BEGIN Material supplied

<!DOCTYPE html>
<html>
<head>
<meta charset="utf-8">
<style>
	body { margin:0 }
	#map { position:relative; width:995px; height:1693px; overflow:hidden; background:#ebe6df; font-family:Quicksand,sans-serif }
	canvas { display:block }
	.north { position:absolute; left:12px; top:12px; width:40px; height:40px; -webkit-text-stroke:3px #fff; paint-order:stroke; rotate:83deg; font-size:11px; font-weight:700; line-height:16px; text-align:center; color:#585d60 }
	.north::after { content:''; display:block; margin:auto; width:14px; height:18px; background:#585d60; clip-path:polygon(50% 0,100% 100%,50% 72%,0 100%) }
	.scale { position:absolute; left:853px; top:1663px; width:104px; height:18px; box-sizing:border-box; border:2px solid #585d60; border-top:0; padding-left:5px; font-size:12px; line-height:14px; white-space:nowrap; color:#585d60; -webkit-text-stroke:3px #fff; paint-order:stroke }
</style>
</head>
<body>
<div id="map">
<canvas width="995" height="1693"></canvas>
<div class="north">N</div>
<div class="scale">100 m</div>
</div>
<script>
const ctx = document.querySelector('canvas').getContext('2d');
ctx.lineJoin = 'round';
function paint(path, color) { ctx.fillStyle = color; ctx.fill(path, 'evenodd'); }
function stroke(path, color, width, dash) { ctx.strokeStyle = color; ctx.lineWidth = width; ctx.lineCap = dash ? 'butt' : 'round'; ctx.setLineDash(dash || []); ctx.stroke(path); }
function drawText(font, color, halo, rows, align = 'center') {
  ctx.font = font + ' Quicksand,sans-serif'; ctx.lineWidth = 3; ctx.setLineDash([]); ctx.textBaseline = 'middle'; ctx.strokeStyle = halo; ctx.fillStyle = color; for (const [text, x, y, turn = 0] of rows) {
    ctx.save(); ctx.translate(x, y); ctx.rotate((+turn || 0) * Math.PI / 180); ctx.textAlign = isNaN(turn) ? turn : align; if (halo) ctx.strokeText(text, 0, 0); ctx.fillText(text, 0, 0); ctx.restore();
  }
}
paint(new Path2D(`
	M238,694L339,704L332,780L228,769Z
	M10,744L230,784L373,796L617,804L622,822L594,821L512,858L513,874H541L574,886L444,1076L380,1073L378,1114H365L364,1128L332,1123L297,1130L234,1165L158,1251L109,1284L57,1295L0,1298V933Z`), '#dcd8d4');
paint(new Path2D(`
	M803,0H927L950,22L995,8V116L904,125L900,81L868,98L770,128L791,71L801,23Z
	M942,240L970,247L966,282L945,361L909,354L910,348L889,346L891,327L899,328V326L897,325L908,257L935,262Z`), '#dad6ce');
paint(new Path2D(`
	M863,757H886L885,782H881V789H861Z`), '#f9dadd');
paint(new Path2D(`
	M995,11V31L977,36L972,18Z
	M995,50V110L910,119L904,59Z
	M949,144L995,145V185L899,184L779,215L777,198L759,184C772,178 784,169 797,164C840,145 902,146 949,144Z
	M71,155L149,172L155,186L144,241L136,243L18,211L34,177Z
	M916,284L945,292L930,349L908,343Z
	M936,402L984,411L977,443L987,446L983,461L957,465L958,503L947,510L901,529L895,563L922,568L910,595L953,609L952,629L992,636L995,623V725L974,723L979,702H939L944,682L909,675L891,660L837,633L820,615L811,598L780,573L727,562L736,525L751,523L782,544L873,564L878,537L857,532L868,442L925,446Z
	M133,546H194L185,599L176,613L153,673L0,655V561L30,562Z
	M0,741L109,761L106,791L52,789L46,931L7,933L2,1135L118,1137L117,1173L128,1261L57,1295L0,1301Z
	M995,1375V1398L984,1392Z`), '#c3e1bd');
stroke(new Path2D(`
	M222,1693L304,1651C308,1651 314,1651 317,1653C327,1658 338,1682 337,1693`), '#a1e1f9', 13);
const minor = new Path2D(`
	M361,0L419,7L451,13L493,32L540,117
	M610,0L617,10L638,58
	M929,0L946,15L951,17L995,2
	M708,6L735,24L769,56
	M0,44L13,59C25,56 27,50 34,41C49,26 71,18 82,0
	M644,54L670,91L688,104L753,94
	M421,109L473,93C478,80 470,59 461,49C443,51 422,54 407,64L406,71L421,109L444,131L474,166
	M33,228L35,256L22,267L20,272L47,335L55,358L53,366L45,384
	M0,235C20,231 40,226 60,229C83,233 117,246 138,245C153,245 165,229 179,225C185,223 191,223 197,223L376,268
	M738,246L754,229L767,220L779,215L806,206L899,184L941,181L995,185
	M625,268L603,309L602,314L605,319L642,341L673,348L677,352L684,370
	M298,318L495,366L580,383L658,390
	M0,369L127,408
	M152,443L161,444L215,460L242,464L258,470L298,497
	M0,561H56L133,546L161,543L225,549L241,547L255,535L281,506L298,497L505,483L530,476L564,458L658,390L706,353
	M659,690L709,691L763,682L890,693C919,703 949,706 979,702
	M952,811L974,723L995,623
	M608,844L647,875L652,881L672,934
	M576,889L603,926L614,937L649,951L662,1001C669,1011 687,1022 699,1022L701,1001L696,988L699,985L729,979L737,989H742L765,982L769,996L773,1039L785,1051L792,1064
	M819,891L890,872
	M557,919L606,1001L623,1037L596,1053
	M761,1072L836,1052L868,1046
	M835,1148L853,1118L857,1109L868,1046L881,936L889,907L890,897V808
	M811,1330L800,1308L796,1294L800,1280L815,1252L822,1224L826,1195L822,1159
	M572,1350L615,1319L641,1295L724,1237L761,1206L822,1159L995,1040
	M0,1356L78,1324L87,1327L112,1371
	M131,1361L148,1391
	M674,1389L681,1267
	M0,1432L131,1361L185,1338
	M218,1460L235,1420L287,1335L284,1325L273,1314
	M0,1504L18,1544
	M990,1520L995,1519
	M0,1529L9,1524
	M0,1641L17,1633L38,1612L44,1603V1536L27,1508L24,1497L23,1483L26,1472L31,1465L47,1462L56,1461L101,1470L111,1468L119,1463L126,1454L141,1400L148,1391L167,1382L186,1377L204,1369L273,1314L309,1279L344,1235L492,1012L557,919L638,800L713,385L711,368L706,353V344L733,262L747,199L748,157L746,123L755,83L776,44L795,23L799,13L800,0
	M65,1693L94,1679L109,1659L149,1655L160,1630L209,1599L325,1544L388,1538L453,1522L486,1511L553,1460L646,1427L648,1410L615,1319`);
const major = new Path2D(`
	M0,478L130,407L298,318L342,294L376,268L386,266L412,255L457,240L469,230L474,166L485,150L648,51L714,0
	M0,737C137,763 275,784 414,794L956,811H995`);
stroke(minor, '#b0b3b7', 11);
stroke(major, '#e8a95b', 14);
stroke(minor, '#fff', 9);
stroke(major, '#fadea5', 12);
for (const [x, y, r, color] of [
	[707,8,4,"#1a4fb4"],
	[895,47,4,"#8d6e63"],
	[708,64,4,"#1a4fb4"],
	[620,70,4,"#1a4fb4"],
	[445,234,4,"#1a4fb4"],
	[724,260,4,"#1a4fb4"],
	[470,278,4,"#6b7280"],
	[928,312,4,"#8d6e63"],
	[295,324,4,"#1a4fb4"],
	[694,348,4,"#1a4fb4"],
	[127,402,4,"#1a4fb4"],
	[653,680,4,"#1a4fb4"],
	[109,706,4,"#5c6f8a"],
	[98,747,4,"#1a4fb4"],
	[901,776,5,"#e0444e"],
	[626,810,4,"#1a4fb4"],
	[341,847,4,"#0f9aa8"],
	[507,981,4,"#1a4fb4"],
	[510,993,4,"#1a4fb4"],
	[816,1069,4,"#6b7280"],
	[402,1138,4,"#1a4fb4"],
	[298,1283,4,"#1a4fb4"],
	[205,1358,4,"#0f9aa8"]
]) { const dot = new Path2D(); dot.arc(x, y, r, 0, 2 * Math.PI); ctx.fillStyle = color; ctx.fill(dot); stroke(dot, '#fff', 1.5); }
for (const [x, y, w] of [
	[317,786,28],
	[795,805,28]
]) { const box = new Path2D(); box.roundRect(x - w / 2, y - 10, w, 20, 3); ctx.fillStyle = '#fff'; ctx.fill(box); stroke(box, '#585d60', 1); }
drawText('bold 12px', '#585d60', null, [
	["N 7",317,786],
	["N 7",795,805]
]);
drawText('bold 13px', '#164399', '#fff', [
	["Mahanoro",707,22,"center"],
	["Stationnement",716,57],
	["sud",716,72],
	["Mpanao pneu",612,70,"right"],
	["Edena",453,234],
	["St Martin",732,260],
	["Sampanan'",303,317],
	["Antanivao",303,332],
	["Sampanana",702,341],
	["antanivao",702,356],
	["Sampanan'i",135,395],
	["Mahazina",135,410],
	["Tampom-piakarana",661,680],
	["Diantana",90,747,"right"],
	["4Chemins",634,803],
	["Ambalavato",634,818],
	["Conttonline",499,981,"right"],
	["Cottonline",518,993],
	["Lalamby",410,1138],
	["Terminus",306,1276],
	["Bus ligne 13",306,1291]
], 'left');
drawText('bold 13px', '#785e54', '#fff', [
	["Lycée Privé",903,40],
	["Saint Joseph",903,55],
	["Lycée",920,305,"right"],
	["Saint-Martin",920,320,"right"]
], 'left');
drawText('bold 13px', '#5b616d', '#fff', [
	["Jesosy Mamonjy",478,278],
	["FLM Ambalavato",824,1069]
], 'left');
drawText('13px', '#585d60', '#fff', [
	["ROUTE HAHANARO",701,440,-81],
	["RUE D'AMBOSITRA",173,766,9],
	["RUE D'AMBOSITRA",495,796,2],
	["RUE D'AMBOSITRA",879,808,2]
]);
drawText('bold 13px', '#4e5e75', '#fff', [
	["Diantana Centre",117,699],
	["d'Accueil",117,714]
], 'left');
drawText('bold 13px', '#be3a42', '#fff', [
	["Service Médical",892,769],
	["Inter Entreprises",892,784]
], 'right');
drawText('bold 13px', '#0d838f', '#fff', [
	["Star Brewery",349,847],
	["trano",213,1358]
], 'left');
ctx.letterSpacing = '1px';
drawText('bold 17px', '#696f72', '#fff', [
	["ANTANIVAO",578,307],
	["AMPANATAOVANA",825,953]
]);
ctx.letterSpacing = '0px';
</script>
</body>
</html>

END Material supplied

### [Assignment]
Looking at the entries above, find how many lines include the word "setLineDash" and write that number alone.

### [Exercise solution]
2